Thundering Cornbread set to move into new arena

Arlington, VA -- It turns out the crane crash in Milwaukee was a boon to Washington. After it became apparent that the Brewers’ new stadium would not be ready for at least another year, contractors who had been waiting to finish it off were instead whisked away to Arlington, VA, to finish the new arena for the area’s LFBL franchise, Thundering Cornbread. Last weekend, former D.C. mayor Marion Barry proudly announced that the arena would be finished in time for the team’s season opener against its traditional division rival, Bafketball Jones.

“We’re gonna kick Bafketball’s sorry ass!” Barry shouted at the press conference, “then I’m gonna smoke some crack!” Team officials confirmed that a dark corner of the parking lot had been reserved for the former mayor’s after-hours recreational use.

Also, the team announced that the arena had been officially named the Pillsbury PoppinFresh House of Pain. “This name is so clever I nearly wet my pants,” said the Pillsbury Dough Boy (no relation to Oliver Miller). “You see, we’re sponsoring cornbread, so there is an excellent corporate tie-in for us,” the effeminate company spokesman continued. “But there is also a play on words, here, with the word pain. Of course, the concept of a house of pain is not new to the sporting world, but you see, the word pain also means bread in French. So House of Pain means two different things. It’s just so clever, I can hardly . . .” At that point, the Dough Boy did begin to wet himself, but it was uncomfortably obvious to everyone at the press conference that he was not wearing pants.

This is just the latest of many perks the team has enjoyed as the greater Washington, D.C. area rolled out the red carpet for its new team.
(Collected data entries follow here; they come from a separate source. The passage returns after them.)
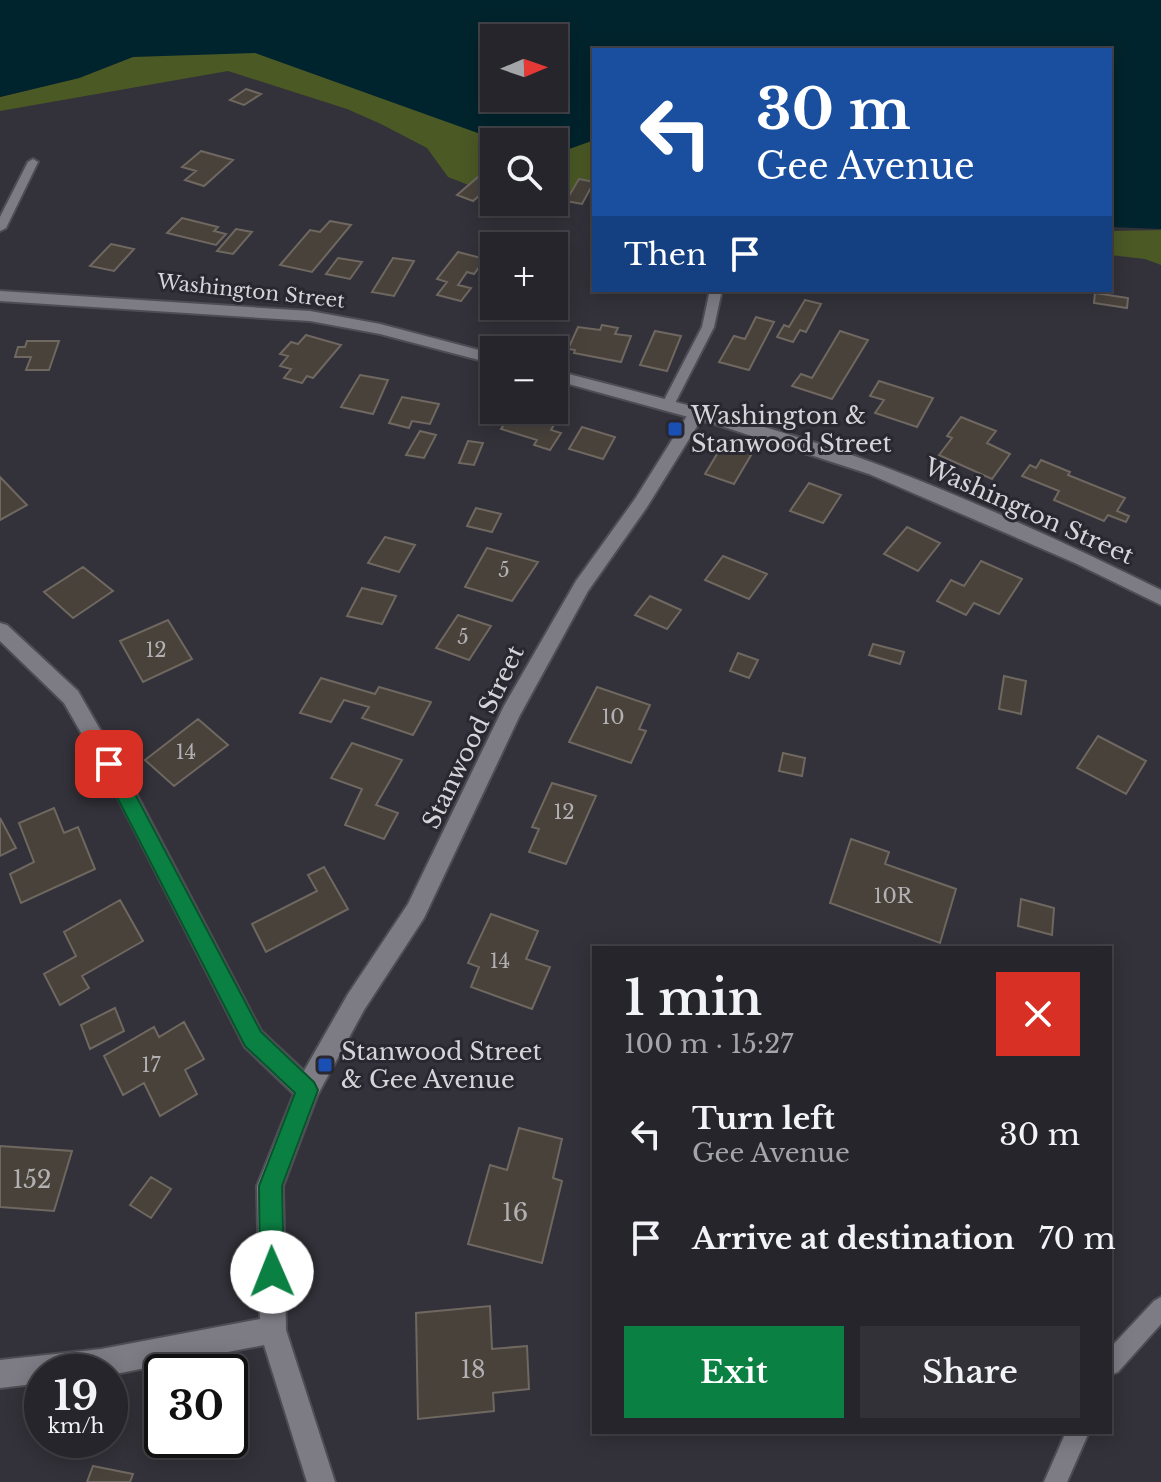 <!DOCTYPE html>
<html lang="en">
<head>
<meta charset="utf-8">
<style>
	:root { --surface:#26252b; --page:#323137; --text:#f1f3f6; --muted:#a4a5a9; --line:#424247; --accent:#0b8043 }
	body { margin:0; font-family:"Libre Baskerville",serif; background:var(--page); color:var(--text); height:100vh; display:flex; flex-direction:column; font-size:30px; white-space:nowrap }
	* { box-sizing:border-box; margin:0 }
	p { font-size:26px; color:var(--muted) }
	.icon { flex:none; width:44px; height:44px; fill:none; stroke:currentColor; stroke-width:2; stroke-linecap:round; stroke-linejoin:round }
	.map { position:relative; flex:1; overflow:hidden }
	.panel { position:absolute; left:592px; top:946px; width:520px; height:488px; display:flex; flex-direction:column; background:var(--surface); border-radius:0px; box-shadow:0 4px 20px #0003,0 0 0 2px var(--line) }
	.panel>* { flex:none }
	.guide { position:absolute; left:592px; top:48px; width:520px; height:244px; border-radius:0px; box-shadow:0 4px 20px #0003,0 0 0 2px var(--line); background:#1a4fa0; color:#fff; overflow:hidden }
	.needle { width:52px; rotate:88deg }
	.controls { position:absolute; left:480px; top:24px; display:grid; gap:16px }
	.controls a { display:grid; place-items:center; width:88px; height:88px; border-radius:0px; background:var(--surface); box-shadow:0 4px 20px #0003,0 0 0 2px var(--line); font-size:40px }
	.speed { position:absolute; left:24px; top:1354px; display:flex; gap:16px; font-size:40px; font-weight:700; text-align:center }
	.speed>* { display:grid; place-content:center; width:104px; height:104px; border-radius:50%; background:var(--surface); box-shadow:0 4px 20px #0003,0 0 0 2px var(--line); line-height:1 }
	.speed small { font-size:20px; font-weight:400 }
	.speed .limit { border:4px solid #111; border-radius:12px; background:#fff; color:#111 }
	.pin { position:absolute; display:grid; place-items:center; width:68px; height:68px; color:#fff; margin:-34px; border-radius:16px; box-shadow:0 4px 12px #0006 }
	.me { position:absolute; width:88px; margin:-44px; rotate:359deg; stroke-linejoin:round; filter:drop-shadow(0 0 6px #0008) }
	.turn { display:flex; align-items:center; gap:28px; height:168px; padding:0 32px; font-size:36px }
	.turn .icon { width:104px; height:104px; stroke-width:2.5 }
	.turn b { display:block; font-size:56px; line-height:68px }
	.then { display:flex; align-items:center; height:76px; padding:0 32px; background:#0003; gap:16px; font-size:30px }
	.round { display:grid; place-items:center; flex:none; width:84px; height:84px; border-radius:0px; background:var(--page) }
	.summary { display:flex; align-items:center; justify-content:space-between; height:136px; padding:0 32px }
	h1 { font-size:48px; font-weight:600; line-height:60px }
	.cta { display:flex; gap:16px; margin-top:auto; padding:16px 32px }
	.cta a { flex:1; height:92px; border-radius:0px; background:var(--accent); color:#fff; font-size:32px; font-weight:600; line-height:92px; text-align:center }
	.cta a+a { background:var(--page); color:var(--text) }
	ul { padding:0; list-style:none }
	li { display:flex; align-items:center; gap:24px; height:104px; padding:0 32px }
	li div { flex:1 }
	li b { display:block; font-size:30px }
	li em { font-style:normal }
	.map>svg:first-child { display:block }
	.green { fill:#4b5925 }
	.water { fill:#00242d; fill-rule:evenodd }
	.building { fill:#48423b; stroke:#6f6861; stroke-width:2 }
	.lines { fill:none; stroke-linecap:round; stroke-linejoin:round }
	.service-casing { stroke:#4e4d54; stroke-width:4 }
	.minor-casing { stroke:#4e4d54; stroke-width:4 }
	.secondary-casing { stroke:#4e4d54; stroke-width:4 }
	.service { fill:#7d7b84; fill-rule:evenodd }
	.minor { fill:#7d7b84; fill-rule:evenodd }
	.secondary { fill:#7d7b84; fill-rule:evenodd }
	.route { fill:#0b8043; stroke:#07532c; stroke-width:2 }
	.transit-dot { fill:#1a4fb4; stroke:#29272f; stroke-width:3 }
	.labels { text-anchor:middle; dominant-baseline:central; stroke-width:6; stroke-linejoin:round; paint-order:stroke }
	.far-street-label { font-size:20px; fill:#d5d4d9; stroke:#29272f }
	.number-label { font-size:20px; fill:#b2b0b2 }
	.poi-label { font-size:24px; fill:#d5d4d9; stroke:#29272f; text-anchor:start }
	.street-label { font-size:24px; fill:#d5d4d9; stroke:#29272f }
	.near-number-label { font-size:24px; fill:#b2b0b2 }
</style>
</head>
<body>
<div class="map">
<svg width="1161" height="1482" viewBox="0 0 1161 1482">
	<rect width="100%" height="100%" fill="#333139"/>
	<!-- green -->
	<path class="green" d="M253,49L509,142H494V195L448,177L427,148L381,124L347,109L228,71L0,111V97L79,78L145,52Z
		M594,140V191L554,193V147L569,149Z
		M1161,230V265L1145,259L1110,255V231Z"/>
	<!-- water -->
	<path class="water" d="M0,0H1161V229L1110,227V50H594V140L569,149L554,147V142L500,141L255,53L133,57L79,78L0,97ZM494,38H554V98H494Z"/>
	<!-- building -->
	<path class="building" d="M246,89L261,94L244,105L230,100Z
		M201,151L233,160L204,186L185,180L196,171L182,167Z
		M491,175L494,183L473,201L457,195L478,177L485,180Z
		M579,179L594,182L582,204L566,201Z
		M182,218L218,227L214,231L226,234L216,245L167,233Z
		M330,221L351,225L312,272L280,265L310,230L320,232Z
		M236,229L252,232L233,254L217,251Z
		M111,244L134,249L114,271L90,266Z
		M458,252L485,259L474,274L467,272L458,285L471,288L461,301L437,295L447,282L437,279Z
		M338,258L362,262L350,279L326,274Z
		M393,258L414,261L394,296L372,292Z
		M1095,293L1128,298L1127,308L1094,303Z
		M805,300L821,304L806,332L800,330L793,342L777,337L784,325L789,327Z
		M494,301V306H523L517,314L490,307Z
		M756,317L774,322L749,370L719,362L734,336L745,339Z
		M602,325L618,328L615,334L631,336L621,362L574,353L575,350L568,349L578,327L600,330Z
		M655,331L681,336L667,371L640,365Z
		M840,331L868,340L832,399L792,386L801,374L812,378Z
		M306,335L341,345L313,378L307,376L302,383L284,378L291,369L280,366L288,356L280,354L291,342L298,344Z
		M27,341H59L49,370H26L31,357H15L18,347H25Z
		M360,375L388,380L373,414L341,407Z
		M879,381L933,398L917,427L875,413L884,400L870,396Z
		M402,397L439,404L430,424L412,421L409,428L389,423Z
		M514,410H538L559,416L551,430L561,433L550,450L534,445L537,440L501,429Z
		M961,417L996,431L987,443L1010,454L992,479L939,455L952,438L947,436Z
		M582,427L615,437L603,459L569,449Z
		M420,431L436,435L424,458L406,455Z
		M468,441L483,443L474,465L459,463Z
		M725,441L754,450L734,484L705,474Z
		M1041,460L1070,472L1068,475L1125,498L1117,511L1129,516L1126,522L1108,515L1104,521L1054,500L1059,491L1022,476L1030,465L1036,468Z
		M0,477L27,505L0,520Z
		M809,483L841,495L823,523L790,511Z
		M476,508L501,514L492,532L467,526Z
		M907,527L940,543L918,571L884,554Z
		M385,537L415,545L399,572L368,563Z
		M487,548L538,562L512,601L465,587Z
		M723,556L767,574L749,599L705,580Z
		M981,561L1022,579L999,614L974,603L966,615L937,601L951,580L964,586Z
		M83,567L113,591L73,618L44,592Z
		M362,588L396,596L382,624L347,616Z
		M650,596L681,610L667,629L635,615Z
		M458,615L491,626L469,660L436,648Z
		M168,620L192,659L143,682L120,641Z
		M873,644L904,652L900,664L869,655Z
		M738,653L758,660L749,678L730,671Z
		M1004,676L1026,681L1021,714L999,709Z
		M321,678L375,694L379,687L431,702L413,735L362,718L369,707L344,700L331,722L300,713Z
		M597,687L650,705L639,729L646,731L631,763L569,742Z
		M198,719L228,745L174,786L145,760Z
		M1098,736L1146,761L1126,794L1077,768Z
		M352,743L402,760L376,805L398,813L384,839L345,825L362,789L331,778Z
		M783,753L805,758L802,776L779,771Z
		M552,783L596,796L566,864L529,852L539,829L532,827Z
		M54,808L64,833L78,827L95,869L21,903L10,874L34,862L19,823Z
		M0,818L16,848L0,856Z
		M851,839L889,852L885,864L956,889L940,943L830,903Z
		M324,867L348,909L266,952L252,924L317,891L308,875Z
		M1021,899L1054,908L1052,935L1018,926Z
		M120,900L143,941L82,976L89,988L60,1005L44,974L76,956L64,932Z
		M491,914L538,931L526,959L550,967L532,1009L471,987L479,967L468,963Z
		M115,1008L124,1031L90,1049L81,1025Z
		M184,1022L204,1059L185,1070L197,1094L160,1116L144,1083L123,1095L104,1056L154,1027L159,1037Z
		M519,1128L562,1139L553,1178L562,1181L542,1263L468,1244L490,1165L507,1170Z
		M0,1146L72,1151L54,1211L0,1207Z
		M151,1177L171,1189L151,1218L130,1205Z
		M490,1306L492,1349L527,1346L529,1389L493,1393L494,1411L418,1419L416,1313Z
		M93,1466L133,1474L130,1482H87Z"/>
	<g class="lines">
		<defs>
			<path id="service" d="M33,159L38,162L6,228L0,231V217L28,162Z
				M710,290H722L714,327L672,409H662L661,406L702,327Z
				M1161,1297V1324L1118,1372L1110,1375V1348L1154,1301Z
				M1066,1432H1089L1067,1482H1044Z"/>
			<path id="minor" d="M696,410L704,415L647,507L588,591L520,715L424,918L364,1010L317,1096L283,1186L286,1330L335,1482H307L264,1345L110,1375V1372H42V1383L0,1388V1360L101,1349L260,1319L257,1186L294,1094L245,1047L115,792L64,703L0,641V623L7,625L78,691L129,780L261,1031L304,1071L348,994L408,904L504,706L576,581L635,499L690,411Z"/>
			<path id="secondary" d="M0,291L310,311L380,324L494,354V364L380,334L310,321L0,301Z
				M554,370C663,399 776,426 882,466C977,502 1070,545 1161,590V605L1075,563L869,474L721,426L554,380Z"/>
		</defs>
		<!-- service casing -->
		<use href="#service" class="service-casing"/>
		<!-- minor casing -->
		<use href="#minor" class="minor-casing"/>
		<!-- secondary casing -->
		<use href="#secondary" class="secondary-casing"/>
		<!-- service -->
		<use href="#service" class="service"/>
		<!-- minor -->
		<use href="#minor" class="minor"/>
		<!-- secondary -->
		<use href="#secondary" class="secondary"/>
	</g>
	<!-- route -->
	<path class="route" d="M109,756L116,758L261,1032L314,1082L318,1090L282,1186L284,1272L280,1281L272,1284L263,1281L260,1272L259,1186L295,1093L245,1046L100,764Z"/>
	<!-- markers -->
	<g class="transit-dot">
		<rect x="667" y="421" width="16" height="16" rx="4"/>
		<rect x="317" y="1057" width="16" height="16" rx="4"/>
	</g>
	<g class="labels">
		<!-- far-street labels -->
		<g class="far-street-label">
			<text transform="translate(251 291) rotate(6)">Washington Street</text>
		</g>
		<!-- number labels -->
		<g class="number-label">
			<text x="504" y="570">5</text>
			<text x="463" y="637">5</text>
			<text x="156" y="650">12</text>
			<text x="613" y="717">10</text>
			<text x="186" y="752">14</text>
			<text x="564" y="812">12</text>
			<text x="893" y="896">10R</text>
			<text x="500" y="961">14</text>
			<text x="151" y="1065">17</text>
		</g>
		<!-- poi labels -->
		<g class="poi-label">
			<text x="691" y="415">Washington &amp;<tspan x="691" dy="28">Stanwood Street</tspan></text>
			<text x="341" y="1051">Stanwood Street<tspan x="341" dy="28">&amp; Gee Avenue</tspan></text>
		</g>
		<!-- street labels -->
		<g class="street-label">
			<text transform="translate(1029 511) rotate(24)">Washington Street</text>
			<text transform="translate(473 737) rotate(-64)">Stanwood Street</text>
		</g>
		<!-- near-number labels -->
		<g class="near-number-label">
			<text x="32" y="1179">152</text>
			<text x="515" y="1212">16</text>
			<text x="473" y="1369">18</text>
		</g>
	</g>
</svg>
<div class="controls">
<a><svg class="needle" viewBox="-14 -14 28 28"><path d="M0-13l5 13h-10z" fill="#e53935"/><path d="M0 13l5-13h-10z" fill="#a4a5a9"/></svg></a>
<a><svg class="icon" aria-label="search" viewBox="0 0 24 24"><circle cx="10" cy="10" r="6"/><path d="M15 15l6 6"/></svg></a>
<a>+</a>
<a>−</a>
</div>
<div class="speed"><div>19<small>km/h</small></div><div class="limit">30</div></div>
<div class="pin" style="left:109px;top:764px;background:#d93025"><svg class="icon" aria-label="arrive" viewBox="0 0 24 24"><path d="M6 21V4h12l-3 4 3 4H6"/></svg></div>
<svg class="me" style="left:272px;top:1272px" viewBox="-20 -20 40 40"><circle r="19" fill="#fff"/><path d="M0-13L10 11 0 6-10 11z" fill="#0b8043"/></svg>
<div class="guide">
<div class="turn"><svg class="icon" aria-label="left" viewBox="0 0 24 24"><path d="M17 20v-9H6M10 6l-5 5 5 5"/></svg><div><b>30 m</b>Gee Avenue</div></div>
<div class="then">Then<svg class="icon" aria-label="arrive" viewBox="0 0 24 24"><path d="M6 21V4h12l-3 4 3 4H6"/></svg></div>
</div>
<section class="panel">
<div class="summary"><div><h1>1 min</h1><p>100 m · 15:27</p></div><a class="round" style="background:#d93025;color:#fff"><svg class="icon" aria-label="close" viewBox="0 0 24 24"><path d="M6 6l12 12M18 6L6 18"/></svg></a></div>
<ul>
<li><svg class="icon" aria-label="left" viewBox="0 0 24 24"><path d="M17 20v-9H6M10 6l-5 5 5 5"/></svg><div><b>Turn left</b><p>Gee Avenue</p></div><em>30 m</em></li>
<li><svg class="icon" aria-label="arrive" viewBox="0 0 24 24"><path d="M6 21V4h12l-3 4 3 4H6"/></svg><div><b>Arrive at destination</b></div><em>70 m</em></li>
</ul>
<div class="cta"><a>Exit</a><a>Share</a></div>
</section>
</div>
</body>
</html>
The Arlington city council had originally planned to present the team with a key to the city, but several sewer lines burst and the city could not afford to purchase the giant, fake key. “It doesn’t really open anything,” said 9th district representative Patricia Akers. “And what the hell do you do with that great big heavy thing anyway? You probably just pitch it after a few days or put it in a closet and only get it out if one of us is coming up to your office to demand a bribe.”

The Virginia state legislature also offered to cover part of the team’s kickbacks to mob-controlled contractors. At a ceremony for the team in the state house last week, Virginia Governor Jim Gilmore said, “I have always been a big fan of Thunders of Cornbread and I think hockey is a swell sport. Maybe now that they’re in Arlington instead of Louisville they can break the Curse of the Bambino. And that running back of theirs is really something, but OJ has to quit killing people or he’ll never be able to play.” Point guard Stephon Marbury later told the press, “That guy’s an idiot. I’ve got more brains in my whole body than he does in his big toe, or something like that. You know what I’m saying?”

Yes, the air is crackling, so to speak, with anticipation. Thundering Cornbread is all set to bake its first opponent in the House of Pain the first week of November. Perhaps Marion Barry best summed up the feeling here in the greater Washington, D.C. area: “If someone’s getting baked, count me in.”